** TASK INSTRUCTIONS **
Pull every line from the records that has the word "background" in it.

※ ※ ※

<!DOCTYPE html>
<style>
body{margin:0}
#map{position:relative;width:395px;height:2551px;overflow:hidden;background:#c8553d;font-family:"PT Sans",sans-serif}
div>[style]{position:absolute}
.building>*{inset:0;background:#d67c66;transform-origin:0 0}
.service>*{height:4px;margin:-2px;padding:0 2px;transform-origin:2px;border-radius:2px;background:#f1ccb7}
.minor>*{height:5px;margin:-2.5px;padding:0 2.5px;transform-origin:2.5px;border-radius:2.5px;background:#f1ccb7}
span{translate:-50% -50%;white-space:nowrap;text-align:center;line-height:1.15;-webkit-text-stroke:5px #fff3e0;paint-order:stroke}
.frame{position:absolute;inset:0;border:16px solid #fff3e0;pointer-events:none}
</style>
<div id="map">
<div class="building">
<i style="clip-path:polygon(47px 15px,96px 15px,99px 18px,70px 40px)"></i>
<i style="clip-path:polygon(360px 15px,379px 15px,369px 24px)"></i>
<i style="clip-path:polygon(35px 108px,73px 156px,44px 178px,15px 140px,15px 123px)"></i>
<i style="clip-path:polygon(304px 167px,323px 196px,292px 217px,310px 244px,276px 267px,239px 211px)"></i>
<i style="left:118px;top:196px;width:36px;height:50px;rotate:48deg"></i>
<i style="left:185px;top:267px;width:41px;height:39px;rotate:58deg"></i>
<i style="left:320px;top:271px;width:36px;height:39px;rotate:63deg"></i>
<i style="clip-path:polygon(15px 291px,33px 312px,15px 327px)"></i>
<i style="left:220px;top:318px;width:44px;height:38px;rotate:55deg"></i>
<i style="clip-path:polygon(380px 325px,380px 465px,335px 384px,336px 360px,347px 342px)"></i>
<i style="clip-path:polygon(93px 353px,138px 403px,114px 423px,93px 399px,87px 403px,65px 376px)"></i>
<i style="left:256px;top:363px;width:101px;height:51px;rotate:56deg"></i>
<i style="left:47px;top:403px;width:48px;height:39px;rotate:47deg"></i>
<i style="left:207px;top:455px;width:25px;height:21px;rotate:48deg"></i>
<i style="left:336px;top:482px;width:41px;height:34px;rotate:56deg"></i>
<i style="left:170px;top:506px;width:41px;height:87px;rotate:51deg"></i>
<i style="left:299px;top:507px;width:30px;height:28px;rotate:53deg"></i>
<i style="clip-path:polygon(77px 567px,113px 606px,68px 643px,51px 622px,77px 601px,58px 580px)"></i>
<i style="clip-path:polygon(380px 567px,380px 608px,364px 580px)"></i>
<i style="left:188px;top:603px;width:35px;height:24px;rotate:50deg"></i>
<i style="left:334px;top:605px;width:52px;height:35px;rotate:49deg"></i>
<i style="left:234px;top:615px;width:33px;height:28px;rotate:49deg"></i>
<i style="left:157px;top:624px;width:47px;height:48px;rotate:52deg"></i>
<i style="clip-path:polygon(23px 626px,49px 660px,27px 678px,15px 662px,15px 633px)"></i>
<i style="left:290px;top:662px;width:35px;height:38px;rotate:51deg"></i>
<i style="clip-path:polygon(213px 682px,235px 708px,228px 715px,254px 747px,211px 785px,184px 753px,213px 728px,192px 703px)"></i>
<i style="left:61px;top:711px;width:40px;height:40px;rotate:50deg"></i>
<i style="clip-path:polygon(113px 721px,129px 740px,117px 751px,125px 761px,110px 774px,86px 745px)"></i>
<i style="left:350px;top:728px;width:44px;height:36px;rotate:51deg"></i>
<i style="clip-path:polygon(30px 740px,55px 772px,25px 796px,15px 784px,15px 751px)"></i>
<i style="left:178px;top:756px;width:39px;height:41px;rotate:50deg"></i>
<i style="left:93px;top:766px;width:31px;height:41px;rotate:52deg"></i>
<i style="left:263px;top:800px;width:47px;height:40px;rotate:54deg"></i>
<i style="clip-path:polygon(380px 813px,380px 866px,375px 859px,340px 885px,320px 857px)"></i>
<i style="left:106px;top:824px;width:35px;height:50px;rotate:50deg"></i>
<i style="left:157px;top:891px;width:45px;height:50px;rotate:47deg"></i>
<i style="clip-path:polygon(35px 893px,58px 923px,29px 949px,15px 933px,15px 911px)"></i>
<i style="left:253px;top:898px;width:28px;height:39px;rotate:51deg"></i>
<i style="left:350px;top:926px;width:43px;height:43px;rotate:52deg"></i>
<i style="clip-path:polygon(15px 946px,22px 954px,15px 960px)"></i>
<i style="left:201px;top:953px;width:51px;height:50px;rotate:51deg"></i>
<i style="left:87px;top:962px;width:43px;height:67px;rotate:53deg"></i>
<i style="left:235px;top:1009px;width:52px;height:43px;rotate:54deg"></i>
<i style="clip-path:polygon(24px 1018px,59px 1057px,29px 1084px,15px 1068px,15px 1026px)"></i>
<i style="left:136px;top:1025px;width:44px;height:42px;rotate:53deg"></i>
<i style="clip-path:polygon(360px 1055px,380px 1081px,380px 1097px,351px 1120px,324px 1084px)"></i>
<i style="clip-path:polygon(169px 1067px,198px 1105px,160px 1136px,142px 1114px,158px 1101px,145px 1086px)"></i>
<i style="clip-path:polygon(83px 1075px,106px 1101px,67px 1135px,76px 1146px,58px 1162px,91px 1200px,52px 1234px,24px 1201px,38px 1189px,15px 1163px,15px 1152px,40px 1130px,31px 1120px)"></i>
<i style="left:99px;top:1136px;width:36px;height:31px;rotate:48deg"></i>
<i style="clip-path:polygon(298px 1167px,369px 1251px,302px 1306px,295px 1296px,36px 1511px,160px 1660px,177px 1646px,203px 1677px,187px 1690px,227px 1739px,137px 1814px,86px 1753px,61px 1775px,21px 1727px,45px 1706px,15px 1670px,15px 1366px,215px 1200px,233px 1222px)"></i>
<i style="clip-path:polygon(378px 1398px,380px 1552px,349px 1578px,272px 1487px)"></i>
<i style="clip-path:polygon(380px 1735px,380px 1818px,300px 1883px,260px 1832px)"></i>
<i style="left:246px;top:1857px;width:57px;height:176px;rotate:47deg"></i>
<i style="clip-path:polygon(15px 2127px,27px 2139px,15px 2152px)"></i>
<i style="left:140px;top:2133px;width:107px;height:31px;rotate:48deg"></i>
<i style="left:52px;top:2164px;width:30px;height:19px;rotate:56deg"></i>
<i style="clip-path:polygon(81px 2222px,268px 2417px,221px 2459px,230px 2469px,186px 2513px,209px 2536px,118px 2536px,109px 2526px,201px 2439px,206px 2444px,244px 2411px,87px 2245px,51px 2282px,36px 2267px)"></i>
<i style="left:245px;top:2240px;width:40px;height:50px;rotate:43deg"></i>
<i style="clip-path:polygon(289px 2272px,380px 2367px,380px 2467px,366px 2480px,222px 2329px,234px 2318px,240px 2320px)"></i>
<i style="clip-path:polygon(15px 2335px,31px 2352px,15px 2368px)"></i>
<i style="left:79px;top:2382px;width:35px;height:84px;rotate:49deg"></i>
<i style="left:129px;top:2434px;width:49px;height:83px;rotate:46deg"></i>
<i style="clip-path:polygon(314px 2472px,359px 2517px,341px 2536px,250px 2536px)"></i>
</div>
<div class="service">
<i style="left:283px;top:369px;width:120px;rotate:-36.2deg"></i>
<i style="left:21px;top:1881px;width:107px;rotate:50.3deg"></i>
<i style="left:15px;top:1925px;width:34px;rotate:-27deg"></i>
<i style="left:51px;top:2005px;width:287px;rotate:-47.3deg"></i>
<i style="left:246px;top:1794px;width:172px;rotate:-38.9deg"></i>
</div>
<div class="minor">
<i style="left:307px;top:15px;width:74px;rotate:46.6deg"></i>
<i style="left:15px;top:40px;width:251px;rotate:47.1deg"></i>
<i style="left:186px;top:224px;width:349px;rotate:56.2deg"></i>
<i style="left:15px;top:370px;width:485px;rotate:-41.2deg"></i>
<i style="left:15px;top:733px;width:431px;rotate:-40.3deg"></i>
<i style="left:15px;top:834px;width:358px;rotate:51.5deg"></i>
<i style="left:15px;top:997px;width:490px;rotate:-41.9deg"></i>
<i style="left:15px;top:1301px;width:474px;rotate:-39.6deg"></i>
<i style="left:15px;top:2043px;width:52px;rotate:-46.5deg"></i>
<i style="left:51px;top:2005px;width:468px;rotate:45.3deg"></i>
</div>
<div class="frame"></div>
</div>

※ ※ ※

** SOLUTION FOR THIS TASK **
#map{position:relative;width:395px;height:2551px;overflow:hidden;background:#c8553d;font-family:"PT Sans",sans-serif}
.building>*{inset:0;background:#d67c66;transform-origin:0 0}
.service>*{height:4px;margin:-2px;padding:0 2px;transform-origin:2px;border-radius:2px;background:#f1ccb7}
.minor>*{height:5px;margin:-2.5px;padding:0 2.5px;transform-origin:2.5px;border-radius:2.5px;background:#f1ccb7}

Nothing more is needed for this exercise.